Task prompt: Whenever a line in the data holds the string "inset", copy that line.

Data:
________________________________________

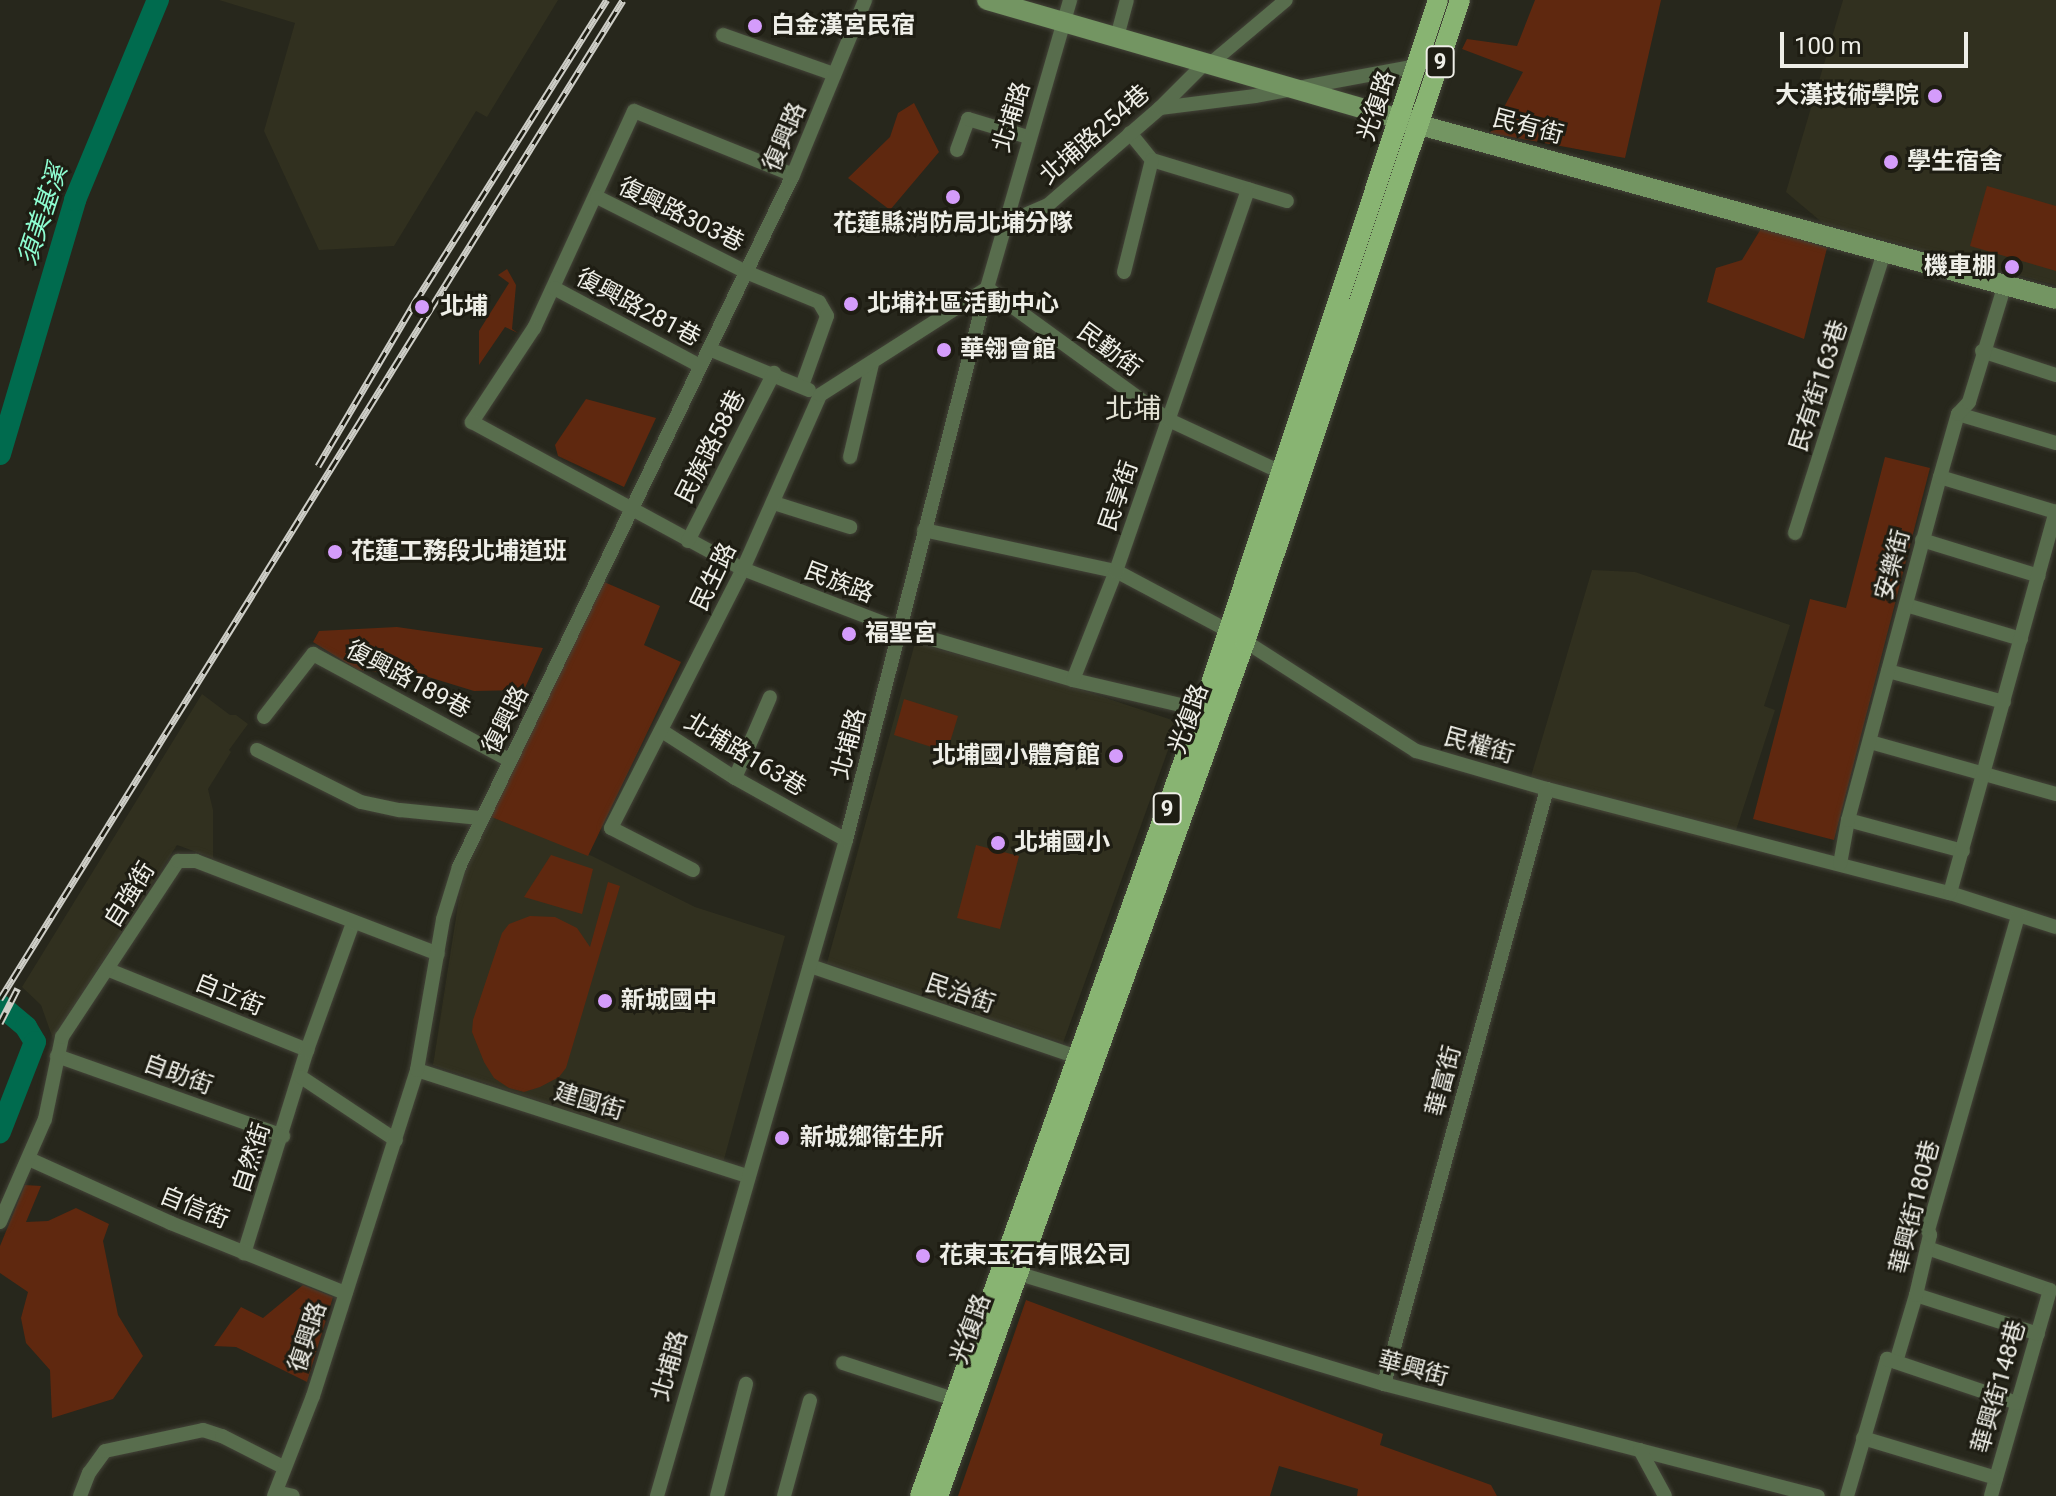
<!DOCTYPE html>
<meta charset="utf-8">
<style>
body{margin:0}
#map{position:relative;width:2056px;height:1496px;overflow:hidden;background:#27271c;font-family:Roboto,"Noto Sans TC",sans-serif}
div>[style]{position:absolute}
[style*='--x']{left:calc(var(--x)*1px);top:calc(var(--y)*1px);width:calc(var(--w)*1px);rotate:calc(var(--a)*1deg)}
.built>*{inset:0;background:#31301f}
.green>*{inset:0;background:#5f280f}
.river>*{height:22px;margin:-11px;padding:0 11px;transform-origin:11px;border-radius:11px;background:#006b4e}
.roads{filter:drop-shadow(0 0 2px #434338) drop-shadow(0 0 2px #434338)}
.street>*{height:14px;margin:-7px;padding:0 7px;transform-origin:7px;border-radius:7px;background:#586d4d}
.secondary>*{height:20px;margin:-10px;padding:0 10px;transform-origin:10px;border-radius:10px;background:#739562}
.primary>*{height:20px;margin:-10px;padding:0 10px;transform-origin:10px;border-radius:10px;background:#88b472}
.rail>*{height:7px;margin-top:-3.5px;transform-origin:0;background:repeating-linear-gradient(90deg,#1e1d13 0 12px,#cecec7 0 24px);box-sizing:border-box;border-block:2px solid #cecec7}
.dots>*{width:22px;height:22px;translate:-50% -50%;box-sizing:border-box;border:4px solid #1e1d13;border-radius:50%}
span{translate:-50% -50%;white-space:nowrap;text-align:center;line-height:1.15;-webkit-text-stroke:6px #1e1d13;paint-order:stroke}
.shield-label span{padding:2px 6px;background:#1e1d13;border:2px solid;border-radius:6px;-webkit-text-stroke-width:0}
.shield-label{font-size:22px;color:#eeeee7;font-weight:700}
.poi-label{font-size:24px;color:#eeeee7;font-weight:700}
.left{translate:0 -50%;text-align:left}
.right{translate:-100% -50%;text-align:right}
.street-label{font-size:24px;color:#eeeee7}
.water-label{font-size:26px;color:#8efed2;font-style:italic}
.quarter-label{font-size:28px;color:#e2e1d3}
.scale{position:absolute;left:1780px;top:32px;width:188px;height:36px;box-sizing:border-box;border:4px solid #eeeee7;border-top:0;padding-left:10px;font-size:24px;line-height:28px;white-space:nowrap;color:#eeeee7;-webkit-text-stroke:6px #1e1d13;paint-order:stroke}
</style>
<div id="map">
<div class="built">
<i style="clip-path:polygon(219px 0,558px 0,487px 117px,476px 111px,394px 246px,319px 250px,264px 131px,295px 23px)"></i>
<i style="clip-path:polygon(1843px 0,2056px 0,2056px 285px,1824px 224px,1786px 192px)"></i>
<i style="clip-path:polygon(1592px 570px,1635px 572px,1790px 625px,1764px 706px,1775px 710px,1731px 846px,1526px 793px)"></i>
<i style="clip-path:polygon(915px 643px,1049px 679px,1178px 722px,1063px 1043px,827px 963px)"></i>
<i style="clip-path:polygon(202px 694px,230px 715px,236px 715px,248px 724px,229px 750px,231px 752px,208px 789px,213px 810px,213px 858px,177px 845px,53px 1039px,41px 1005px,22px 987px)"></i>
<i style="clip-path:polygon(489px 816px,592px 856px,695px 907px,785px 936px,723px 1163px,433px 1065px,462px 879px)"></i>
</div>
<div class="green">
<i style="clip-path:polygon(1535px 0,1661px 0,1625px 158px,1490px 133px,1523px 72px,1462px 49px,1467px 39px,1517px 46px)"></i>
<i style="clip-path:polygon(914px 103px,939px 152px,890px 210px,848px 178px,890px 137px,898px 113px)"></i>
<i style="clip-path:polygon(1987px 186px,2056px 206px,2056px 271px,1970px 246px)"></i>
<i style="clip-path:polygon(1762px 227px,1827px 248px,1804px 339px,1707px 302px,1716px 268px,1742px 260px)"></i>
<i style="clip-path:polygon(507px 269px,516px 285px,512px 329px,518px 333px,505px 327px,479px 365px,479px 331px,509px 283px,498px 275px)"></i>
<i style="clip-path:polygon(586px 399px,656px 418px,624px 487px,558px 456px,555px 445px)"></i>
<i style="clip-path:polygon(1885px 457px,1930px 468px,1834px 840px,1753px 819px,1810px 599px,1846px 608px)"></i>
<i style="clip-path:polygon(604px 582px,660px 606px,644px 645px,681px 662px,588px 856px,489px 816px)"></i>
<i style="clip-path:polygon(397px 627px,543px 648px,524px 690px,474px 691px,422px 675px,358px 670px,313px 642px,319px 631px)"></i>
<i style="clip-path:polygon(904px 699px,958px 716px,947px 752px,894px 735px)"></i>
<i style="clip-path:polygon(976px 845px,1019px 856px,1000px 929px,957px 918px)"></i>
<i style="clip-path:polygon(551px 855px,593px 869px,582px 914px,524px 897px)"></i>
<i style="clip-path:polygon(608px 882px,620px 886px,566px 1068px,559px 1077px,540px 1087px,524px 1092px,509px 1088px,494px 1078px,484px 1062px,472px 1032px,473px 1020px,502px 933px,509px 924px,530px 916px,555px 917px,577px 928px,590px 947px)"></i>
<i style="clip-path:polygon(25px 1185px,41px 1186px,26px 1222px,48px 1221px,76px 1208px,109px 1224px,103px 1241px,118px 1315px,143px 1356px,113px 1399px,52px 1418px,50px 1370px,26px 1343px,21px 1318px,28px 1292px,0 1273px,0 1246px)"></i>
<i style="clip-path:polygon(303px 1285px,333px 1297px,307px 1382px,236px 1347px,214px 1346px,241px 1307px,263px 1318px)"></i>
<i style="clip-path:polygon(1026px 1300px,1383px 1434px,1380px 1445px,1491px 1485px,1497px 1496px,1357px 1496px,1358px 1489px,1279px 1466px,1270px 1496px,958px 1496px)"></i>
</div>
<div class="river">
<i style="--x:0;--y:454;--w:265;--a:-73.5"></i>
<i style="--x:75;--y:200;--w:217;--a:-67.5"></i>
<i style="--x:0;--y:1005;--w:34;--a:40"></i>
<i style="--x:26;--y:1027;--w:17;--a:59"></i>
<i style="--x:35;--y:1042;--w:97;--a:111.3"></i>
</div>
<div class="roads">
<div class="street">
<i style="--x:723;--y:35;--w:118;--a:19.4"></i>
<i style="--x:1117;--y:37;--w:38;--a:-75"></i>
<i style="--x:1210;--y:64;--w:99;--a:-40.1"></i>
<i style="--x:1160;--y:108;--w:96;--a:-7.2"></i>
<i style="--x:1255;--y:96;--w:165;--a:-10.5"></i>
<i style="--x:1130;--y:133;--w:35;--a:51"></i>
<i style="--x:1152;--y:160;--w:141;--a:16.9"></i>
<i style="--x:957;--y:150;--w:33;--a:-70"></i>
<i style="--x:968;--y:119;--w:63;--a:16.7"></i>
<i style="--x:793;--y:175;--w:171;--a:-158.1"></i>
<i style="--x:634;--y:111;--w:239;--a:114.7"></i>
<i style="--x:534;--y:328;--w:113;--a:123.4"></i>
<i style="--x:472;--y:422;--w:308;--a:28.5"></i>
<i style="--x:743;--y:569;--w:169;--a:21.1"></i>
<i style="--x:901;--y:630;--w:179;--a:16.2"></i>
<i style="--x:1073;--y:680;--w:141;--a:13.1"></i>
<i style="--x:597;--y:197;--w:167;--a:26.7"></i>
<i style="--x:746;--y:272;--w:79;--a:22.3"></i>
<i style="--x:819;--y:302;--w:16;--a:60"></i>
<i style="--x:827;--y:316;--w:74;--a:109.7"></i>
<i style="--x:1004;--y:224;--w:48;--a:-23.4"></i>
<i style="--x:1048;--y:205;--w:148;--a:-40.9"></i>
<i style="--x:1160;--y:108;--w:62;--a:-45"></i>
<i style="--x:1124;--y:272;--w:115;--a:-76"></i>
<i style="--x:554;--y:288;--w:166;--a:28.1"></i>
<i style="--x:709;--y:349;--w:108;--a:22.3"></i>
<i style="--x:1982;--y:351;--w:78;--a:18"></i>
<i style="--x:1958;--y:414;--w:102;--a:16.5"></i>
<i style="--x:850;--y:457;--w:96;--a:-76.7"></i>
<i style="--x:1940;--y:477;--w:121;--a:16.8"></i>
<i style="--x:774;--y:503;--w:80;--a:17.5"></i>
<i style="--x:924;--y:530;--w:196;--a:12.1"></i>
<i style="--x:1116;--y:571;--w:128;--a:28"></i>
<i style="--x:1229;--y:631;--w:222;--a:32.7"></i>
<i style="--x:1416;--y:751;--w:136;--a:16.2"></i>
<i style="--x:1547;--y:789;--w:416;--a:14.5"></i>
<i style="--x:1950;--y:893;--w:111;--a:17.8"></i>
<i style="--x:1795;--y:533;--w:294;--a:-72.4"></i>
<i style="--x:1922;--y:540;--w:122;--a:17.1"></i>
<i style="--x:688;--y:541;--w:189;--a:-62.9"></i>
<i style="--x:1906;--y:605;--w:120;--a:16.5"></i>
<i style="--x:1888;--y:671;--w:120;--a:15"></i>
<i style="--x:1073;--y:680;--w:117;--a:-68.5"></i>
<i style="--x:1116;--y:571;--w:404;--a:-70.9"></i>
<i style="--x:264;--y:717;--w:80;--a:-52.1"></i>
<i style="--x:313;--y:654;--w:223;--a:28.4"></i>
<i style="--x:662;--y:731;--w:87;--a:32.8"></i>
<i style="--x:735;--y:778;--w:127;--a:29.2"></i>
<i style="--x:1870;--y:742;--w:193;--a:15.6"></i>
<i style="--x:257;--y:750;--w:116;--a:26.6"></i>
<i style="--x:361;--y:802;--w:40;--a:12"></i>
<i style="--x:400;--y:810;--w:80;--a:5.7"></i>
<i style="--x:735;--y:778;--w:88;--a:-66.6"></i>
<i style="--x:1848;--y:820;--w:119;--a:15.1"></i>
<i style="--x:1840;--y:864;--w:45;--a:-79.7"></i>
<i style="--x:1848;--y:820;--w:355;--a:-75"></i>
<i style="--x:1940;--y:477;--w:66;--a:-74.1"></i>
<i style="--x:1958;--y:414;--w:16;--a:-47"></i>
<i style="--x:1969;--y:402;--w:123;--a:-73"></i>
<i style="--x:693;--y:870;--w:92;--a:-152.9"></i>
<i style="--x:611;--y:828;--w:291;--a:-63"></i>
<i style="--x:743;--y:569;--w:190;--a:-66.1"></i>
<i style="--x:820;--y:395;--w:198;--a:-32.6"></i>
<i style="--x:987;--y:288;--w:225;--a:36"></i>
<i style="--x:1169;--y:420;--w:130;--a:25"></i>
<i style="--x:1950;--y:893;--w:396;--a:-74.5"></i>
<i style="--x:810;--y:966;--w:292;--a:18.8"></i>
<i style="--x:109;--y:970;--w:214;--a:22"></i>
<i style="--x:307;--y:1050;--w:213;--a:107.2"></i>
<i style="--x:307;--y:1050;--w:135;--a:-70.1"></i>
<i style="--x:57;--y:1056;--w:240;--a:19.5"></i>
<i style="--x:417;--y:1070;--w:347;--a:17.8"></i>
<i style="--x:301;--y:1077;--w:114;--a:33.6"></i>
<i style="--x:29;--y:1159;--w:156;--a:24.3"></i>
<i style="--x:171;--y:1223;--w:188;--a:21.9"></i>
<i style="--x:0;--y:1222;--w:112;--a:-66.4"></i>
<i style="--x:45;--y:1119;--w:84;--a:-78.3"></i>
<i style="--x:62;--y:1037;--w:211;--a:-56.6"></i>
<i style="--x:178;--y:861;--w:18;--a:0"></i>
<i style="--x:196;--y:861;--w:259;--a:21"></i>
<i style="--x:1927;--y:1248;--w:130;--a:18.9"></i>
<i style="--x:2050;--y:1290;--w:214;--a:106"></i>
<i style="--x:1010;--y:1271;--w:391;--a:16.8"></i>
<i style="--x:1384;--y:1384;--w:448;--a:14.5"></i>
<i style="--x:1916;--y:1295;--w:128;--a:17.7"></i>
<i style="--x:1896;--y:1362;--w:70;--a:-73.4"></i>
<i style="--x:1916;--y:1295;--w:62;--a:-76.9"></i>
<i style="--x:1930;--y:1235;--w:5;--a:-112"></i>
<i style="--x:1928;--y:1230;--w:327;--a:-74"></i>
<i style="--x:843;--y:1363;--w:116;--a:18.1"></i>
<i style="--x:1384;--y:1384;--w:617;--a:-74.68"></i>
<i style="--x:1863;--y:1438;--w:139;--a:16.7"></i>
<i style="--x:1640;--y:1450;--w:52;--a:61.5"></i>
<i style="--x:276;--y:1492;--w:17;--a:13"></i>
<i style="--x:80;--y:1496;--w:25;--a:-69"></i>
<i style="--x:89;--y:1473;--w:27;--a:-54"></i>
<i style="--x:105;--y:1451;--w:100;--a:-12.1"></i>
<i style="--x:203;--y:1430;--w:20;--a:18"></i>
<i style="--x:222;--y:1436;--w:68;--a:26.9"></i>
<i style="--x:274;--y:1496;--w:107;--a:-68.7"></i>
<i style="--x:313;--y:1396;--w:342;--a:-72.3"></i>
<i style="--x:417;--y:1070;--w:153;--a:-80.2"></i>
<i style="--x:443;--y:919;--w:54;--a:-72.9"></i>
<i style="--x:459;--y:867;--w:768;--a:-64.24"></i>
<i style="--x:793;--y:175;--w:189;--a:-67.6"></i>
<i style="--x:657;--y:1496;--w:683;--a:-73.93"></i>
<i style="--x:846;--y:840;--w:570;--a:-75.67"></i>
<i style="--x:987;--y:288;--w:300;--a:-73.9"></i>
<i style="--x:717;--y:1496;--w:116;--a:-75.5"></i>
<i style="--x:784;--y:1496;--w:99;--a:-74.8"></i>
<i style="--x:1847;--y:1496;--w:143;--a:-73.7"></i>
<i style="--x:1887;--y:1359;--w:137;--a:18.7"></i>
</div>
<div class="secondary">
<i style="--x:987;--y:0;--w:451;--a:16.1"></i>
<i style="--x:1420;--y:125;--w:659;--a:15.3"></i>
</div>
<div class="primary">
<i style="--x:920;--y:1496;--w:835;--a:-70.26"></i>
<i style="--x:1202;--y:710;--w:748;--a:-71.61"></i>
<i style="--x:938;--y:1496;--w:908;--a:-70.23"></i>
<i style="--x:1245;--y:642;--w:677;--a:-71.48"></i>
</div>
</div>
<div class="rail">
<i style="--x:318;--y:466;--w:191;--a:-59.4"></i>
<i style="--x:415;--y:302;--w:358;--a:-57.6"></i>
<i style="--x:0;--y:999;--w:1177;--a:-58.05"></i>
<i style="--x:0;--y:1023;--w:39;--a:-63"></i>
</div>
<div class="dots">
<i style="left:755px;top:26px;background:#d49cfb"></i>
<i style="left:1935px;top:96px;background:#d49cfb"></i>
<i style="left:1891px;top:162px;background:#d49cfb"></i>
<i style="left:953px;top:197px;background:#d49cfb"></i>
<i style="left:2012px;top:267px;background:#d49cfb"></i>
<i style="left:851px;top:304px;background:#d49cfb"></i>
<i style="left:422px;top:307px;background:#d49cfb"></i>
<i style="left:944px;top:350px;background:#d49cfb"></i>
<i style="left:335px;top:552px;background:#d49cfb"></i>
<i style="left:849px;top:634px;background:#d49cfb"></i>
<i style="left:1116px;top:756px;background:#d49cfb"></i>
<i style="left:998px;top:843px;background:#d49cfb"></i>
<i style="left:605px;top:1001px;background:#d49cfb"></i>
<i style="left:782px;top:1138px;background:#d49cfb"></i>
<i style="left:923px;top:1256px;background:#d49cfb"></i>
</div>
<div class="shield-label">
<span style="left:1440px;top:62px">9</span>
<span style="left:1167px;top:809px">9</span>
</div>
<div class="poi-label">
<span class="left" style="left:771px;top:26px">白金漢宮民宿</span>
<span class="right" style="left:1919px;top:96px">大漢技術學院</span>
<span class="left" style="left:1907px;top:162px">學生宿舍</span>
<span style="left:953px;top:224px">花蓮縣消防局北埔分隊</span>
<span class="right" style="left:1996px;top:267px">機車棚</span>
<span class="left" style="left:867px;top:304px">北埔社區活動中心</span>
<span class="left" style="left:440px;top:307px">北埔</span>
<span class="left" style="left:960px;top:350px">華翎會館</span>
<span class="left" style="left:351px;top:552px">花蓮工務段北埔道班</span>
<span class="left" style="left:865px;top:634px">福聖宮</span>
<span class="right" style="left:1100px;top:756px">北埔國小體育館</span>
<span class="left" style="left:1014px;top:843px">北埔國小</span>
<span class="left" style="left:621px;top:1001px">新城國中</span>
<span class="left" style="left:800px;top:1138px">新城鄉衛生所</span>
<span class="left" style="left:939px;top:1256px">花東玉石有限公司</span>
</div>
<div class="street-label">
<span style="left:1377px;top:106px;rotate:-72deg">光復路</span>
<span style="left:1012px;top:117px;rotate:-73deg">北埔路</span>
<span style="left:1528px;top:127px;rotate:15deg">民有街</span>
<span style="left:1095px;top:135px;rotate:-41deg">北埔路254巷</span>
<span style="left:785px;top:137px;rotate:-67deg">復興路</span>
<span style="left:681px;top:215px;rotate:26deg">復興路303巷</span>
<span style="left:638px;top:308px;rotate:28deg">復興路281巷</span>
<span style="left:1109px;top:350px;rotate:36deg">民勤街</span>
<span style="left:1819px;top:386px;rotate:-72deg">民有街163巷</span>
<span style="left:711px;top:447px;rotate:-63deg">民族路58巷</span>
<span style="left:1119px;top:496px;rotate:-71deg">民享街</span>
<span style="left:1893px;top:565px;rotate:-75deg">安樂街</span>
<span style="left:714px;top:577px;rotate:-64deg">民生路</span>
<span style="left:839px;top:583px;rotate:21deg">民族路</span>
<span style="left:408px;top:680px;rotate:28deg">復興路189巷</span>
<span style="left:1189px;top:719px;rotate:-70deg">光復路</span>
<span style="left:506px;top:720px;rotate:-63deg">復興路</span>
<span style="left:849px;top:744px;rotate:-75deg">北埔路</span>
<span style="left:1479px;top:746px;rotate:16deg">民權街</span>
<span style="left:745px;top:755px;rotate:31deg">北埔路163巷</span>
<span style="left:130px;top:895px;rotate:-58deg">自強街</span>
<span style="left:960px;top:994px;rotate:19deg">民治街</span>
<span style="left:229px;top:995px;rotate:22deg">自立街</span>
<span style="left:178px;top:1075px;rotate:20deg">自助街</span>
<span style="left:1444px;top:1081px;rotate:-75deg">華富街</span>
<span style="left:589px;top:1102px;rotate:17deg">建國街</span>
<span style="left:252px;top:1158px;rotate:-72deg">自然街</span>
<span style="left:1915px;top:1207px;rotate:-76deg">華興街180巷</span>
<span style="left:194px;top:1208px;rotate:22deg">自信街</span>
<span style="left:971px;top:1329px;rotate:-70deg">光復路</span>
<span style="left:308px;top:1337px;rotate:-72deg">復興路</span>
<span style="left:670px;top:1366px;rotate:-74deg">北埔路</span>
<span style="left:1413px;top:1369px;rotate:15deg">華興街</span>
<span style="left:1999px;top:1387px;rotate:-74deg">華興街148巷</span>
</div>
<div class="water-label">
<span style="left:43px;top:215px;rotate:-72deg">須美基溪</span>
</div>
<div class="quarter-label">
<span style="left:1133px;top:409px">北埔</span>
</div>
<div class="scale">100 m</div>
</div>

________________________________________

Answer:
.built>*{inset:0;background:#31301f}
.green>*{inset:0;background:#5f280f}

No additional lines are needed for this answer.